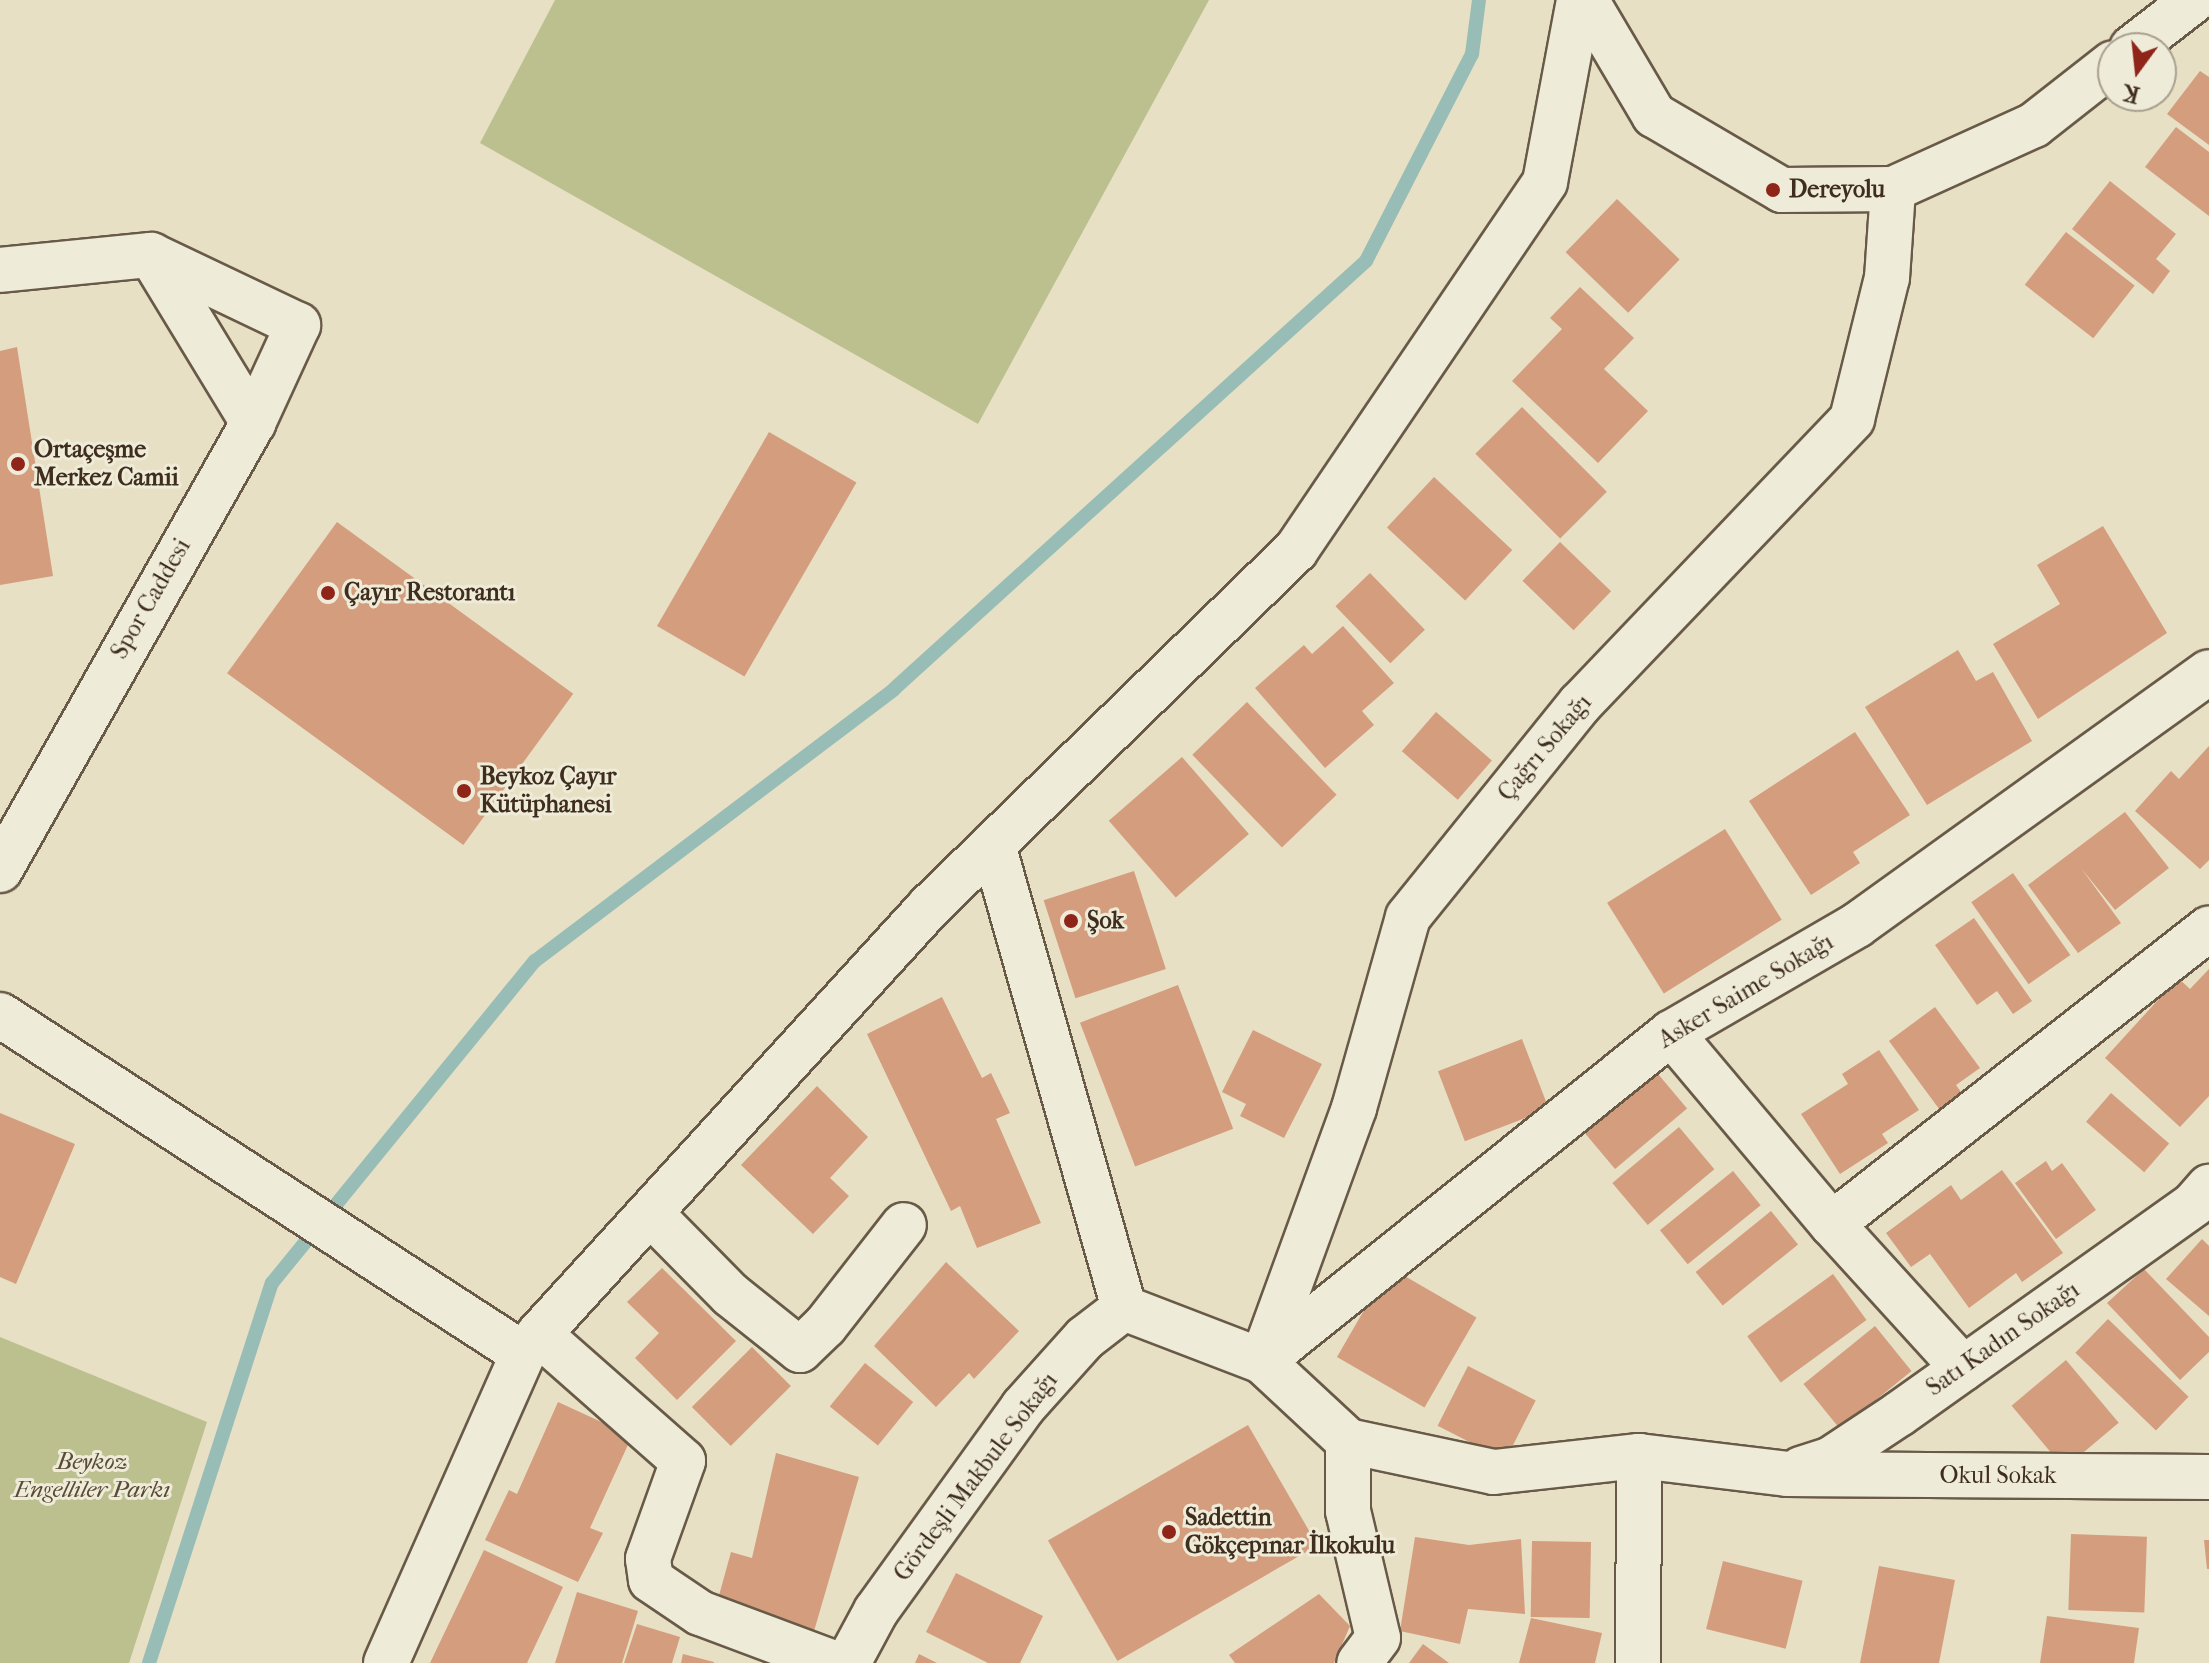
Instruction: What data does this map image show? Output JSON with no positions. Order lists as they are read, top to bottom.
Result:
{
  "streets": {
    "street": [
      "Spor Caddesi",
      "Çağrı Sokağı",
      "Asker Saime Sokağı",
      "Satı Kadın Sokağı",
      "Okul Sokak",
      "Gördeşli Makbule Sokağı"
    ]
  },
  "crossings": [
    ["Çağrı Sokağı", "Asker Saime Sokağı"],
    ["Satı Kadın Sokağı", "Okul Sokak"]
  ],
  "parks": ["Beykoz Engelliler Parkı"],
  "places": [
    "Dereyolu",
    "Ortaçeşme Merkez Camii",
    "Çayır Restorantı",
    "Beykoz Çayır Kütüphanesi",
    "Şok",
    "Sadettin Gökçepınar İlkokulu"
  ],
  "north": "bottom"
}
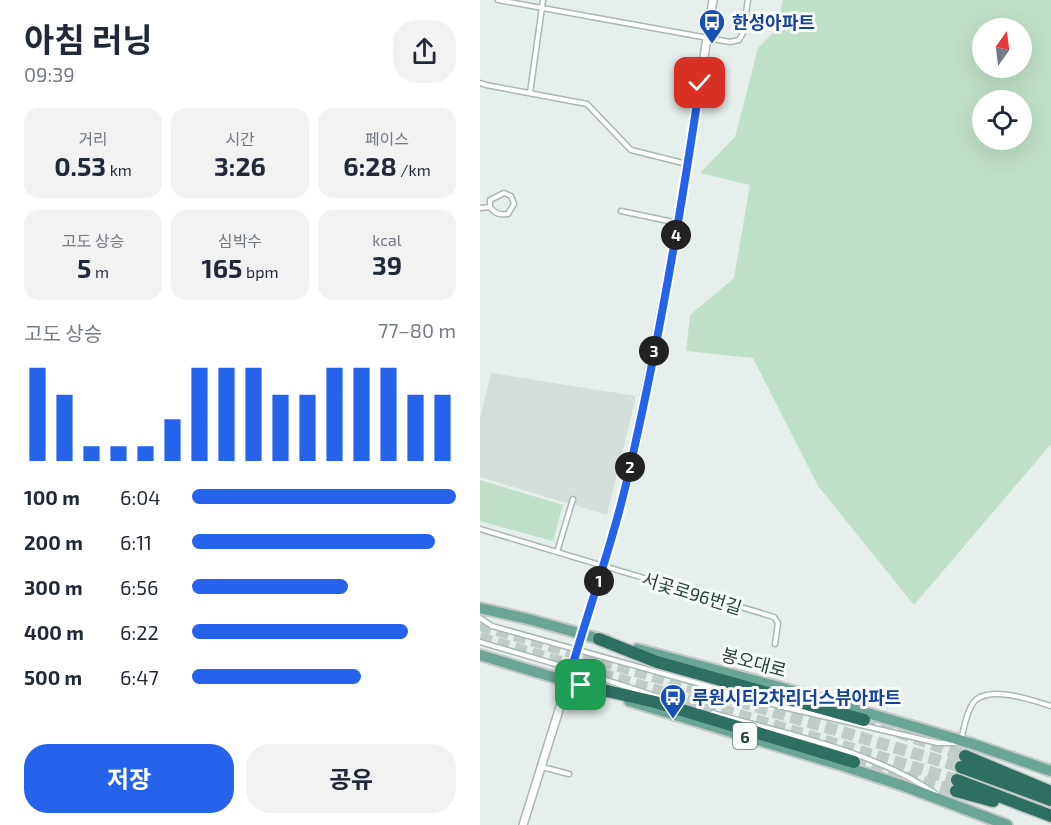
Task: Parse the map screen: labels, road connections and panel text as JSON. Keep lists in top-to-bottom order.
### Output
{
  "streets": {
    "main road": ["봉오대로", "6"],
    "lane": ["서곷로96번길"]
  },
  "places": {
    "bus stop": ["한성아파트", "루원시티2차리더스뷰아파트"]
  },
  "north": "top",
  "page": {
    "heading": ["아침 러닝", "09:39"],
    "stats": [
      ["거리", "0.53 km"],
      ["시간", "3:26"],
      ["페이스", "6:28 /km"],
      ["고도 상승", "5 m"],
      ["심박수", "165 bpm"],
      ["kcal", "39"]
    ],
    "pins": [
      "4",
      "3",
      "2",
      "1"
    ],
    "chart": ["고도 상승", "77–80 m"],
    "list": [
      {
        "name": "100 m",
        "note": "6:04"
      },
      {
        "name": "200 m",
        "note": "6:11"
      },
      {
        "name": "300 m",
        "note": "6:56"
      },
      {
        "name": "400 m",
        "note": "6:22"
      },
      {
        "name": "500 m",
        "note": "6:47"
      }
    ],
    "buttons": ["저장", "공유"]
  }
}
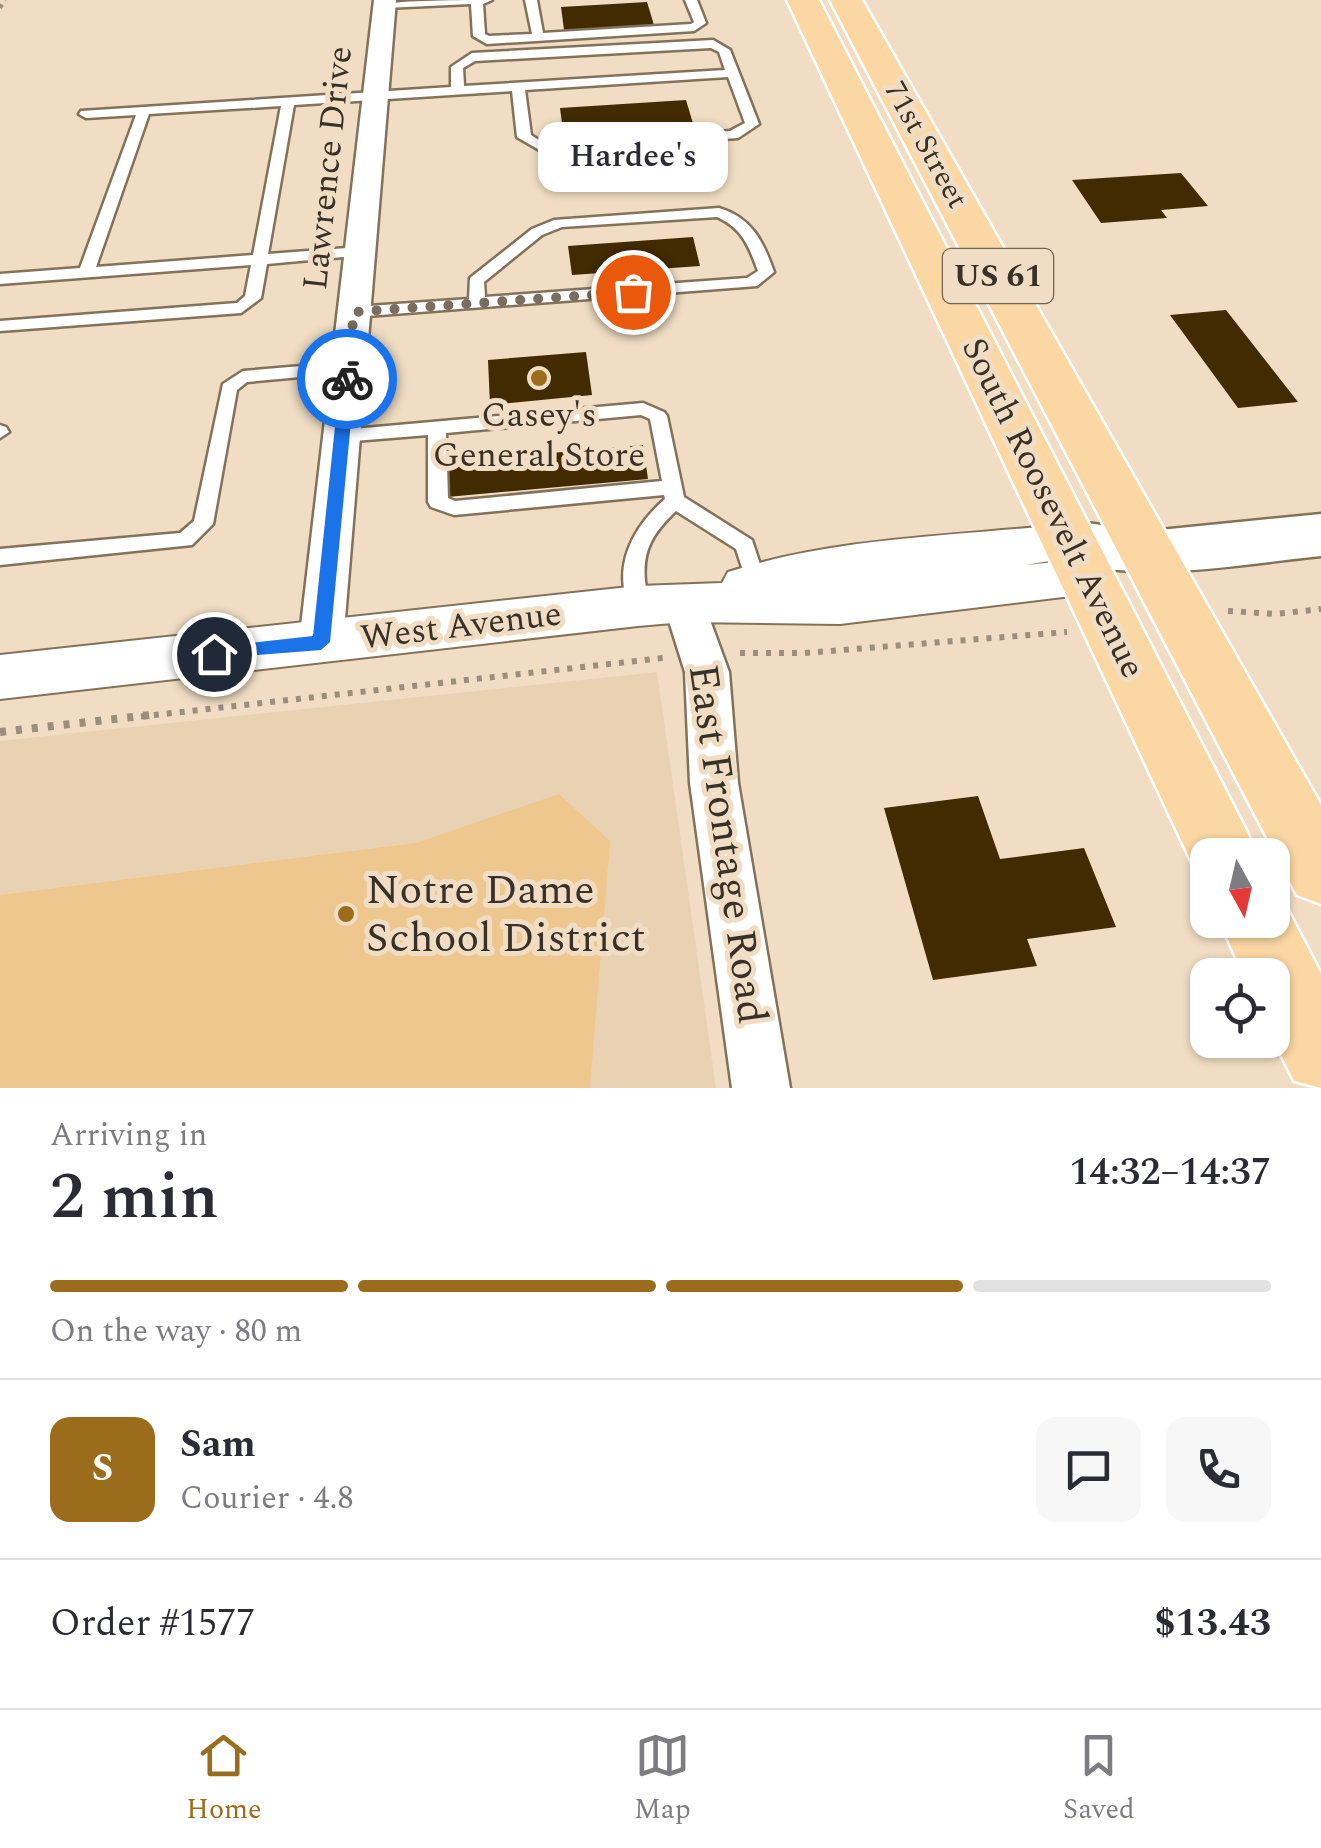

● INSTRUCTIONS FOR THE TASK
Go through the lines above. Select every one that has the string "lists".

● EXERCISE RESULT
Instruction: What data does this map image show? Output JSON with no positions. Order lists as they are read, top to bottom.
Task: Parse the map screen: labels, road connections and panel text as JSON. Keep lists in top-to-bottom order.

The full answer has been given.